There’s something to be admired in every story in the collection. Booker’s prose is elegant and inventive, never sacrificing clarity for the sake of strangeness or self-indulgent obfuscation. I found all his stories, with one exception, remarkably compelling, and though their surreal action washes over the pages like watercolors, each story leaves a clear and indelible image.

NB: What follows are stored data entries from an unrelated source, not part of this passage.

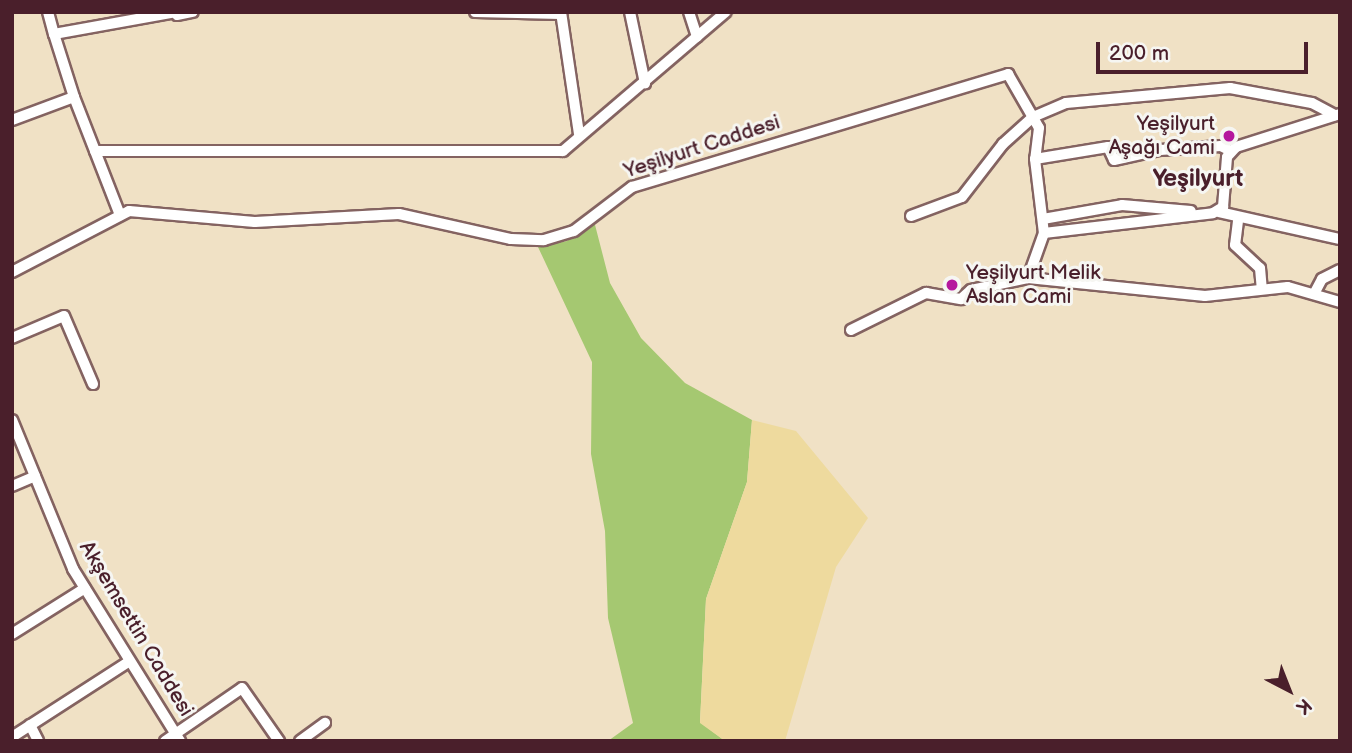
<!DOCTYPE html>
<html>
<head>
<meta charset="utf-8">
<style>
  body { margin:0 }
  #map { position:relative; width:1352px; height:753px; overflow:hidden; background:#f0e1c5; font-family:"Balsamiq Sans",sans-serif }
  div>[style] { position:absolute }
  .green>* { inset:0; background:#a5c871 }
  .sand>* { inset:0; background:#eeda9e }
  .roads { filter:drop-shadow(2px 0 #846361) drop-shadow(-2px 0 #846361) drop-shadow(0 2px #846361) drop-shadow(0 -2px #846361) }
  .minor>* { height:10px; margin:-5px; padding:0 5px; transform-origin:5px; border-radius:5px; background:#fff }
  .dots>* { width:19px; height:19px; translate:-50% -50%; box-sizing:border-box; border:4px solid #f6f6f2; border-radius:50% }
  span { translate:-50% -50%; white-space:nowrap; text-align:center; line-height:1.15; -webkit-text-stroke:6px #f6f6f2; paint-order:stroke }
  .poi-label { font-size:21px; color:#4a1f2b }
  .right { translate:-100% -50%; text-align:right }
  .left { translate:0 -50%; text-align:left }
  .street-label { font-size:21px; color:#4a1f2b }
  .quarter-label { font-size:24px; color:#4a1f2b; font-weight:700 }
  .frame { position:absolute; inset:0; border:14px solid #4a1f2b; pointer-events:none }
  .north { position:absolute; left:1254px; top:655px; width:70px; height:70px; -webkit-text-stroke:5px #f6f6f2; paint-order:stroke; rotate:138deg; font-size:19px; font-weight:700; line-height:28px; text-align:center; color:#4a1f2b }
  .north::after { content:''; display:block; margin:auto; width:24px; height:32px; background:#4a1f2b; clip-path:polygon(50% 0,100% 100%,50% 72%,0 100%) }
  .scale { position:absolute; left:1096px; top:42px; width:212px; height:32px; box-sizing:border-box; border:4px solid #4a1f2b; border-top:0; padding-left:9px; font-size:21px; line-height:24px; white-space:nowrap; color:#4a1f2b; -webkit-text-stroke:5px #f6f6f2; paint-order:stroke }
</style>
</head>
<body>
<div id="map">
  <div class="green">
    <div style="clip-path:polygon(594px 221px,610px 283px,641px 338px,685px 383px,752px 420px,747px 482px,706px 599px,700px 722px,725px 741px,608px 741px,633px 723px,608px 618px,605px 531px,591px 454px,592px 362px,538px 247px,567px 241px)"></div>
  </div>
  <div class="sand">
    <div style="clip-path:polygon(752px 420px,796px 431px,868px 518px,836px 567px,785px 741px,725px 741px,700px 723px,706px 599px,747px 482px)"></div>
  </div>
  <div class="roads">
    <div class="minor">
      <div style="left:48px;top:12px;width:23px;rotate:75deg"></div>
      <div style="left:475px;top:12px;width:86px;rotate:1.3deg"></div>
      <div style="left:561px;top:12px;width:123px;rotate:81.6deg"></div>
      <div style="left:630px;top:12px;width:73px;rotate:78.1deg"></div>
      <div style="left:689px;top:12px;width:26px;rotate:72deg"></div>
      <div style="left:177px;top:15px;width:16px;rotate:-11deg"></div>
      <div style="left:74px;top:97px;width:127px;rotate:68.7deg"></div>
      <div style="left:12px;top:120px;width:66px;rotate:-20.4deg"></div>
      <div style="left:74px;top:97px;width:66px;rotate:-107.6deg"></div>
      <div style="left:54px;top:34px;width:124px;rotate:-10.2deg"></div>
      <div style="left:95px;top:151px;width:468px"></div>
      <div style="left:563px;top:151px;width:214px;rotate:-40.5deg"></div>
      <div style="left:1035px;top:159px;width:74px;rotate:-9.3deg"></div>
      <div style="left:1108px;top:147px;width:14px;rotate:65deg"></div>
      <div style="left:1114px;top:160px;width:47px;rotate:-12.3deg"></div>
      <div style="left:1160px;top:150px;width:61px;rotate:-3.8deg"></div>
      <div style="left:1221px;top:146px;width:11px;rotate:27deg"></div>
      <div style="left:1219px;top:212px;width:124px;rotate:12.6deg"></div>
      <div style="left:911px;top:216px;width:54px;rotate:-20.4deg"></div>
      <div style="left:962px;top:197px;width:67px;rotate:-52.3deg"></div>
      <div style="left:1003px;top:144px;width:40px;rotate:-42deg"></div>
      <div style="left:1033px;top:117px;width:36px;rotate:-23deg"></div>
      <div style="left:1066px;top:103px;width:165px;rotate:-5.2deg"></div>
      <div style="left:1230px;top:88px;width:83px;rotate:10.4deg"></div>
      <div style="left:1312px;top:103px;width:26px;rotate:28deg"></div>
      <div style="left:1043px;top:219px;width:80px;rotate:-10deg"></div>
      <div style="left:1122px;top:205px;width:69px;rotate:5deg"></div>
      <div style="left:1238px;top:221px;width:24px;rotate:97deg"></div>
      <div style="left:1235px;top:245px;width:34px;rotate:43deg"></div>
      <div style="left:1260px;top:268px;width:21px;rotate:85deg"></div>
      <div style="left:1044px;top:233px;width:48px;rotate:109.6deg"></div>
      <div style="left:1028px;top:278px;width:178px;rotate:5.8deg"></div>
      <div style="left:1205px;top:296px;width:83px;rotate:-6.2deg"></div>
      <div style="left:1288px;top:287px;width:54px;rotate:16.1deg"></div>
      <div style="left:12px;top:272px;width:132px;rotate:-27.5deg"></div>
      <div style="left:129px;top:211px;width:126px;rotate:5deg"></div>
      <div style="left:255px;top:222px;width:144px;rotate:-3.2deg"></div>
      <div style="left:399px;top:214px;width:115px;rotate:12.6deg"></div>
      <div style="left:511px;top:239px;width:33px;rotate:2deg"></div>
      <div style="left:544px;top:240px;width:31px;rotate:-17deg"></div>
      <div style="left:574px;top:231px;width:73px;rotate:-37.2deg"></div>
      <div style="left:632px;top:187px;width:393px;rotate:-16.7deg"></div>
      <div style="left:1008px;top:74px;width:62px;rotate:60.1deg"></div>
      <div style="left:1039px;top:128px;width:31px;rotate:97deg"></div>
      <div style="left:1035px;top:159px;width:75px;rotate:83.1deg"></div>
      <div style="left:1044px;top:233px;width:170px;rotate:-6.7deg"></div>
      <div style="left:1213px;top:213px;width:12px;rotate:-31deg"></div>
      <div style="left:1223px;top:207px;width:50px;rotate:-85.4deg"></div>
      <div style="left:1227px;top:157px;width:13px;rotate:-48deg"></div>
      <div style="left:1236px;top:147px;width:109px;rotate:-17.6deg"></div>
      <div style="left:1314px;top:294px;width:17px;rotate:-62deg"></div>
      <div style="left:1322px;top:279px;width:20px;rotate:-27deg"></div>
      <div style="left:851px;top:330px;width:84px;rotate:-26.3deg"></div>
      <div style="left:926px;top:293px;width:36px;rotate:10deg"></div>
      <div style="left:961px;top:299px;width:13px;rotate:-42deg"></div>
      <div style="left:971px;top:290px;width:58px;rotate:-11.9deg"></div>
      <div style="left:12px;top:338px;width:56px;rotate:-22.9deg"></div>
      <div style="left:64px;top:316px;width:74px;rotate:66.9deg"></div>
      <div style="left:12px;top:420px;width:161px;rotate:67.7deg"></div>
      <div style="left:73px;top:569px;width:203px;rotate:58.1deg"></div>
      <div style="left:12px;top:486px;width:25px;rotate:-23deg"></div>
      <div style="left:12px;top:634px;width:86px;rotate:-32.2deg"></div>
      <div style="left:30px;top:725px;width:18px;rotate:63deg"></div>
      <div style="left:12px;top:737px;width:140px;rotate:-32.8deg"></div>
      <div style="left:165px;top:741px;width:93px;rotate:-34.5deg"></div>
      <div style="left:242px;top:688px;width:65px;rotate:55.1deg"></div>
      <div style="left:300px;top:741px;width:31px;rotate:-36deg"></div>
    </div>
  </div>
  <div class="dots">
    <div style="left:1229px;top:136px;background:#b5179e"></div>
    <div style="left:952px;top:285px;background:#b5179e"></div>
  </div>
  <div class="poi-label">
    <span class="right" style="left:1215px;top:136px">Yeşilyurt<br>Aşağı Cami</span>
    <span class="left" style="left:966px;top:285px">Yeşilyurt Melik<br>Aslan Cami</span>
  </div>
  <div class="street-label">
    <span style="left:702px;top:147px;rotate:-18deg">Yeşilyurt Caddesi</span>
    <span style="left:136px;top:629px;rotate:59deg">Akşemsettin Caddesi</span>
  </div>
  <div class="quarter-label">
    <span style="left:1198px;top:179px">Yeşilyurt</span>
  </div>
  <div class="frame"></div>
  <div class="north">K</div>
  <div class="scale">200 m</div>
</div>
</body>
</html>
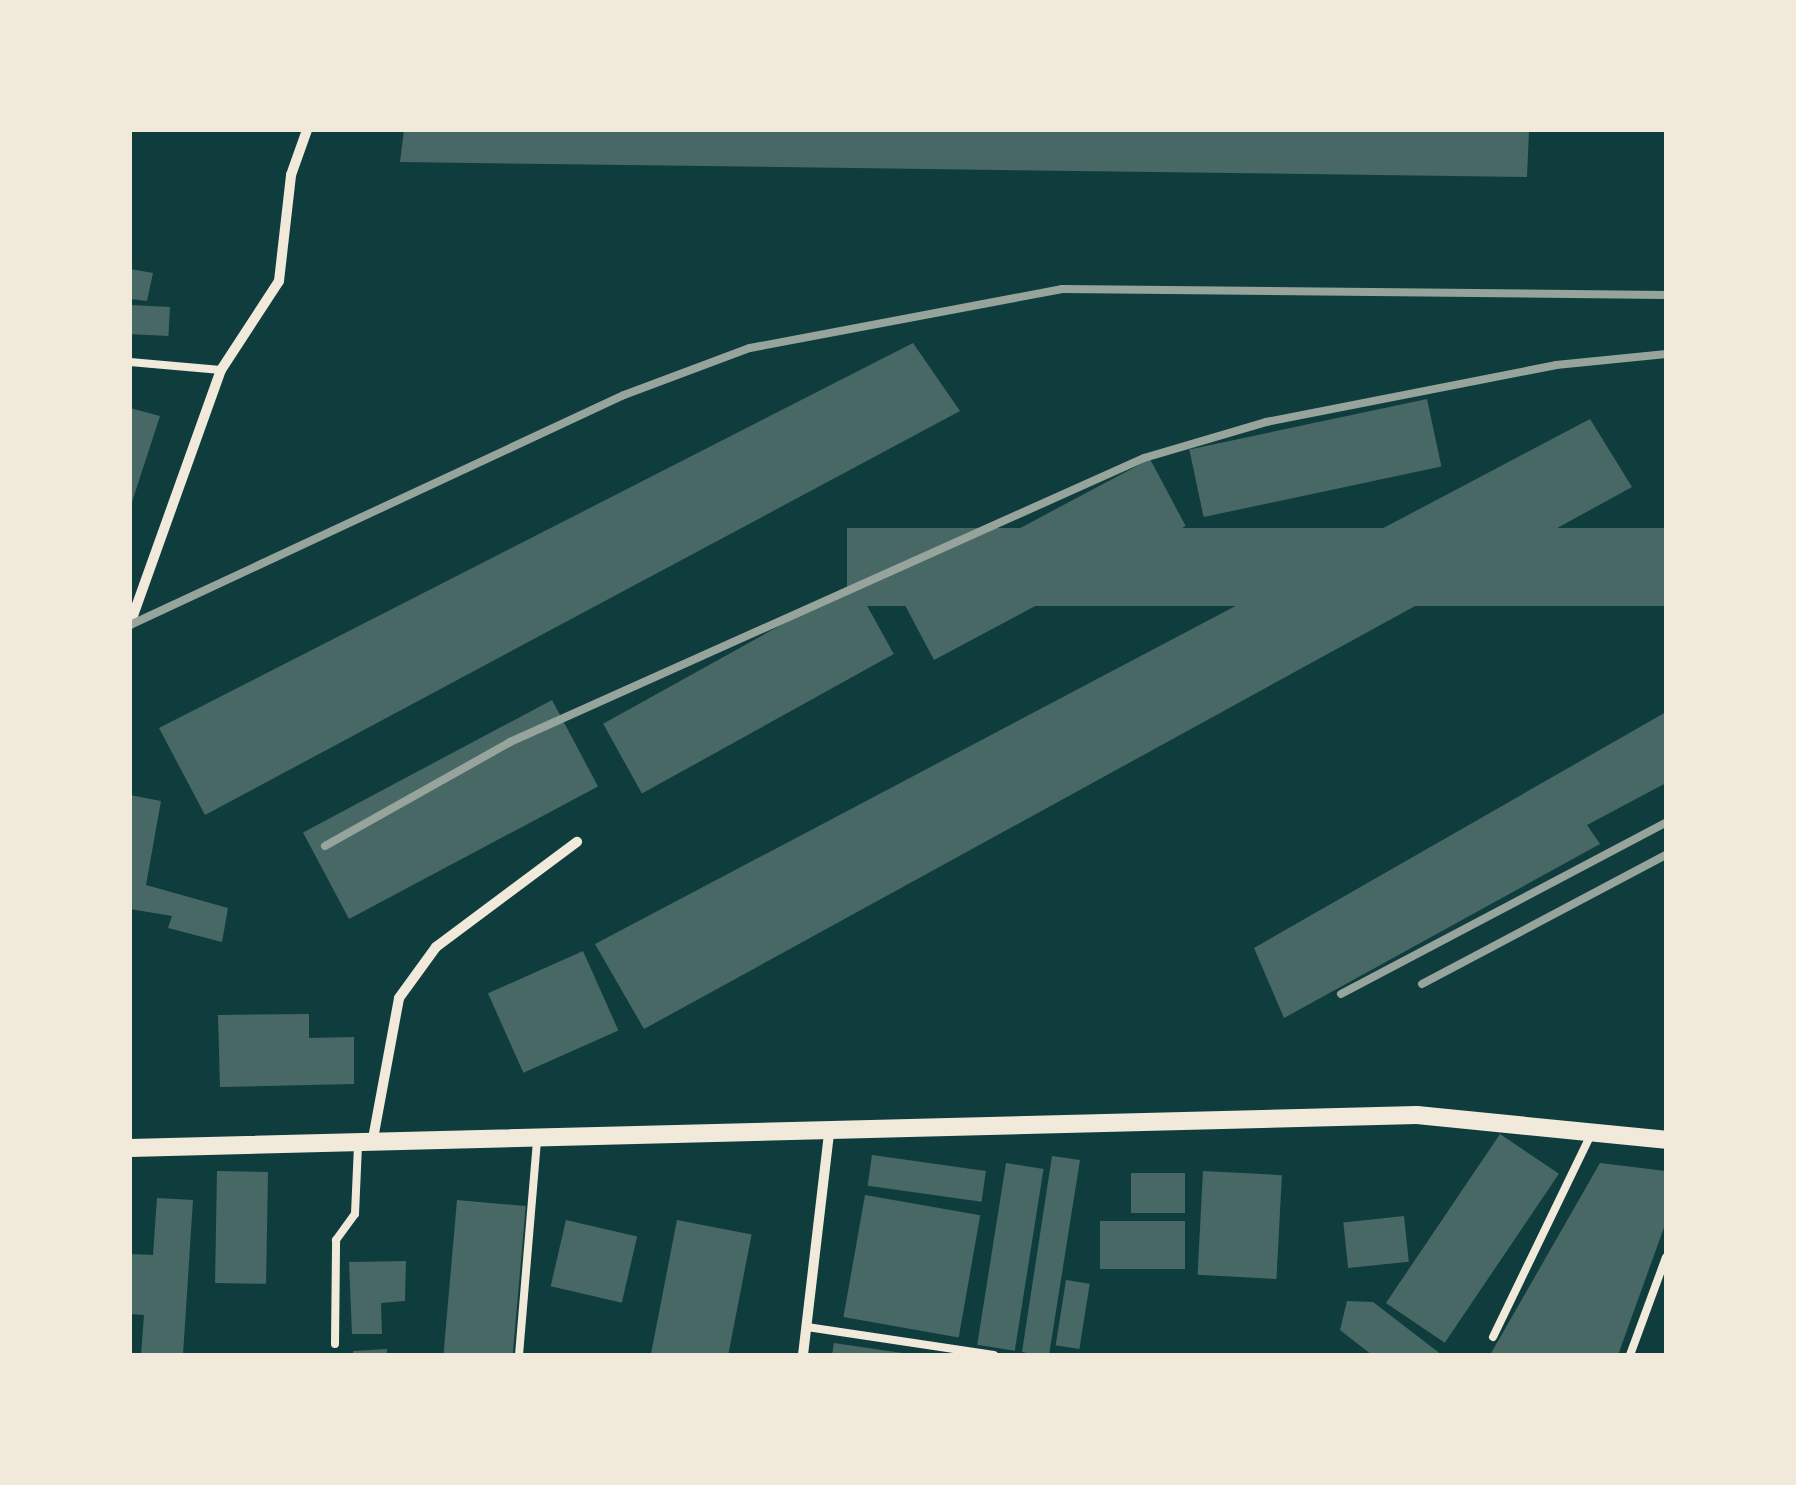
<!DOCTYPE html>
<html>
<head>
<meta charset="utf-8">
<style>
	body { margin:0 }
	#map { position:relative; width:1796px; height:1485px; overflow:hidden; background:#0f3d3e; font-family:Inter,sans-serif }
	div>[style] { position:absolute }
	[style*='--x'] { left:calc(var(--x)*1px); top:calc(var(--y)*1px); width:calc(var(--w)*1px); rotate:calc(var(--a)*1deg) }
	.building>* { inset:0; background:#486865; transform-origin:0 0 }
	.service>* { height:8px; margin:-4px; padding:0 4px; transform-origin:4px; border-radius:4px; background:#f1e9da }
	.minor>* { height:10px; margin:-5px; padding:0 5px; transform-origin:5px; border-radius:5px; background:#f1e9da }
	.tertiary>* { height:18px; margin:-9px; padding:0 9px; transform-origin:9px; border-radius:9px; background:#f1e9da }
	.rail>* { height:8px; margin:-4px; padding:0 4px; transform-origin:4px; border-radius:4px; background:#97a49c }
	span { translate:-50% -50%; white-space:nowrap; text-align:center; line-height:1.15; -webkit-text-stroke:10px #f1e9da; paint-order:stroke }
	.frame { position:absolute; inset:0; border:132px solid #f1e9da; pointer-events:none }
</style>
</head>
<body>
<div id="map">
	<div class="building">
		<i style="clip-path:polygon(404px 130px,1529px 130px,1527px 177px,400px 162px)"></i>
		<i style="clip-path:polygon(130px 269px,153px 273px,147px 301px,130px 299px)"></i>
		<i style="left:130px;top:305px;width:40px;height:29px;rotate:3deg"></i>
		<i style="clip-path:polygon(913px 343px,960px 411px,205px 815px,159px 728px)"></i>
		<i style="left:1427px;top:399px;width:69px;height:243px;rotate:78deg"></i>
		<i style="clip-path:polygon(130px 408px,160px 416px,131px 505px,130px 505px)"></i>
		<i style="clip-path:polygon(1590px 419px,1632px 487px,644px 1029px,595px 944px)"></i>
		<i style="left:1150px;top:459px;width:76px;height:285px;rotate:62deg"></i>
		<i style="left:1666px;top:528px;width:78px;height:819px;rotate:90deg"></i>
		<i style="left:855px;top:584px;width:80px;height:288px;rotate:61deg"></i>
		<i style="left:552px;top:700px;width:98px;height:282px;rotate:62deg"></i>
		<i style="clip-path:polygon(1666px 712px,1666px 783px,1587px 825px,1600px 844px,1284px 1018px,1254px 948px)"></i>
		<i style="clip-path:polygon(130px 795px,161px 801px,146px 885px,228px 908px,222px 942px,168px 928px,172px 916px,130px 909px)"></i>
		<i style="left:583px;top:951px;width:87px;height:104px;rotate:66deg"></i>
		<i style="clip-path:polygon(309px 1014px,309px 1038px,354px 1037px,354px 1084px,220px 1087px,218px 1015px)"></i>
		<i style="left:1500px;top:1134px;width:71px;height:204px;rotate:34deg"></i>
		<i style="left:872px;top:1155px;width:115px;height:31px;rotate:8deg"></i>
		<i style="clip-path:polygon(1052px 1156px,1080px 1160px,1049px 1355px,1040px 1355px,1022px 1352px)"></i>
		<i style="left:1006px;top:1163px;width:38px;height:184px;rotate:9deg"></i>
		<i style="clip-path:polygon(1600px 1163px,1666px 1171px,1666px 1222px,1618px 1355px,1490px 1355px)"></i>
		<i style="left:217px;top:1171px;width:51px;height:112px;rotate:1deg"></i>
		<i style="left:1203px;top:1171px;width:79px;height:104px;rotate:3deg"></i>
		<i style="left:1131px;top:1173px;width:54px;height:40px"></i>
		<i style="left:865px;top:1195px;width:117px;height:124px;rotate:10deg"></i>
		<i style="clip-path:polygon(157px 1198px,193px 1200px,183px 1355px,141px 1355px,144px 1315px,130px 1314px,130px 1254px,153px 1255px)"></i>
		<i style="left:457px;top:1200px;width:69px;height:156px;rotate:5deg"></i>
		<i style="left:1404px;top:1216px;width:46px;height:61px;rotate:84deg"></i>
		<i style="left:566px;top:1220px;width:73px;height:68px;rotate:13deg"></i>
		<i style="left:677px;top:1220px;width:76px;height:137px;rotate:11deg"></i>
		<i style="left:1100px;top:1221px;width:85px;height:48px"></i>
		<i style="clip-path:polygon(406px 1261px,405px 1301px,381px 1303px,382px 1334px,352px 1334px,349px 1262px)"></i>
		<i style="left:1066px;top:1280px;width:24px;height:66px;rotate:9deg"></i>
		<i style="clip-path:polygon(1347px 1301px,1373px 1302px,1442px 1355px,1372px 1355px,1340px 1330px)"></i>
		<i style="clip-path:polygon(834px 1343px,902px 1353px,902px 1355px,832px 1355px)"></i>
		<i style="clip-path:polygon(387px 1349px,387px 1355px,353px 1355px,353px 1351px)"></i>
	</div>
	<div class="service">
		<i style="--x:130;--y:362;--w:91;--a:5"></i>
		<i style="--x:807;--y:1327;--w:189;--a:8.5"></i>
		<i style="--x:1493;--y:1337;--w:225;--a:-64.2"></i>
		<i style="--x:335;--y:1344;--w:104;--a:-89.4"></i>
		<i style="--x:336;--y:1240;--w:32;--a:-54"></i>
		<i style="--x:355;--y:1214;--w:70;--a:-87.5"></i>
		<i style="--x:519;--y:1355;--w:216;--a:-85.2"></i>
		<i style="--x:1630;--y:1355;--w:104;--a:-69.8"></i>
	</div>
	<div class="minor">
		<i style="--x:130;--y:624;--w:270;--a:-70.3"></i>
		<i style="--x:221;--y:370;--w:106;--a:-56.9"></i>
		<i style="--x:279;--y:281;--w:107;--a:-83.5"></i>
		<i style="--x:291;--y:175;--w:48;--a:-70.4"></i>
		<i style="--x:372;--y:1144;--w:148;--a:-79.5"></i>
		<i style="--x:399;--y:998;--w:63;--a:-54"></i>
		<i style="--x:436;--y:947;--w:176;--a:-36.7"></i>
		<i style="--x:803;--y:1355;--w:225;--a:-83.3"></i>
	</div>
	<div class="tertiary">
		<i style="--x:130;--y:1148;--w:1287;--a:-1.47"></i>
		<i style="--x:1417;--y:1115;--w:250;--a:5.7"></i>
	</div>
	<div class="rail">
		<i style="--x:130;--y:625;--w:545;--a:-24.97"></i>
		<i style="--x:624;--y:395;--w:134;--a:-20.5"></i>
		<i style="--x:750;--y:348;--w:318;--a:-10.7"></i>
		<i style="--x:1062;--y:289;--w:604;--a:0.57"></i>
		<i style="--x:325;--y:846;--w:212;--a:-29.3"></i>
		<i style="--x:510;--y:742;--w:695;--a:-24.13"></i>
		<i style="--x:1144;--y:458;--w:127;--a:-16.4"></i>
		<i style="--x:1266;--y:422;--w:296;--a:-11.1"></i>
		<i style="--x:1556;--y:365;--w:111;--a:-5.7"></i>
		<i style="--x:1422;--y:984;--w:276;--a:-27.9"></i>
		<i style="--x:1341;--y:994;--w:367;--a:-27.8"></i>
	</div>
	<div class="frame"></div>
</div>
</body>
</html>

Another reviewer has argued that the story “Gumbo Limbo” doesn’t seem in keeping with the rest of the collection, in that it is, as I’ve mentioned, the most fantastical story, the one that diverges the most from Booker’s mix of realism and dreamlike magical realism. Thematically, however, “Gumbo Limbo” covers much of the same territory as the other stories, building on Booker’s examinations of disease, monstrosity, and isolation. Only “Here to Watch Over Me” falters, spending too much time on a delusion (that the main character’s son is merely missing) that Booker could’ve dispensed with in half the pages if he were so inclined. I much prefer the scene in “Gumbo Limbo” where Liam, a blind boy at the heart of the story, asks the mermaid he meets if it likes the rain. “‘No,’ said the creature.” From its perspective, rain is just “the shadow of a cloud.” From the reader’s perspective, the mermaid may or may not be a dead seahorse. This ambiguity fuels Booker’s work, and it’s what makes his short stories worth reading over and over again. Every time I open this book, I find something new.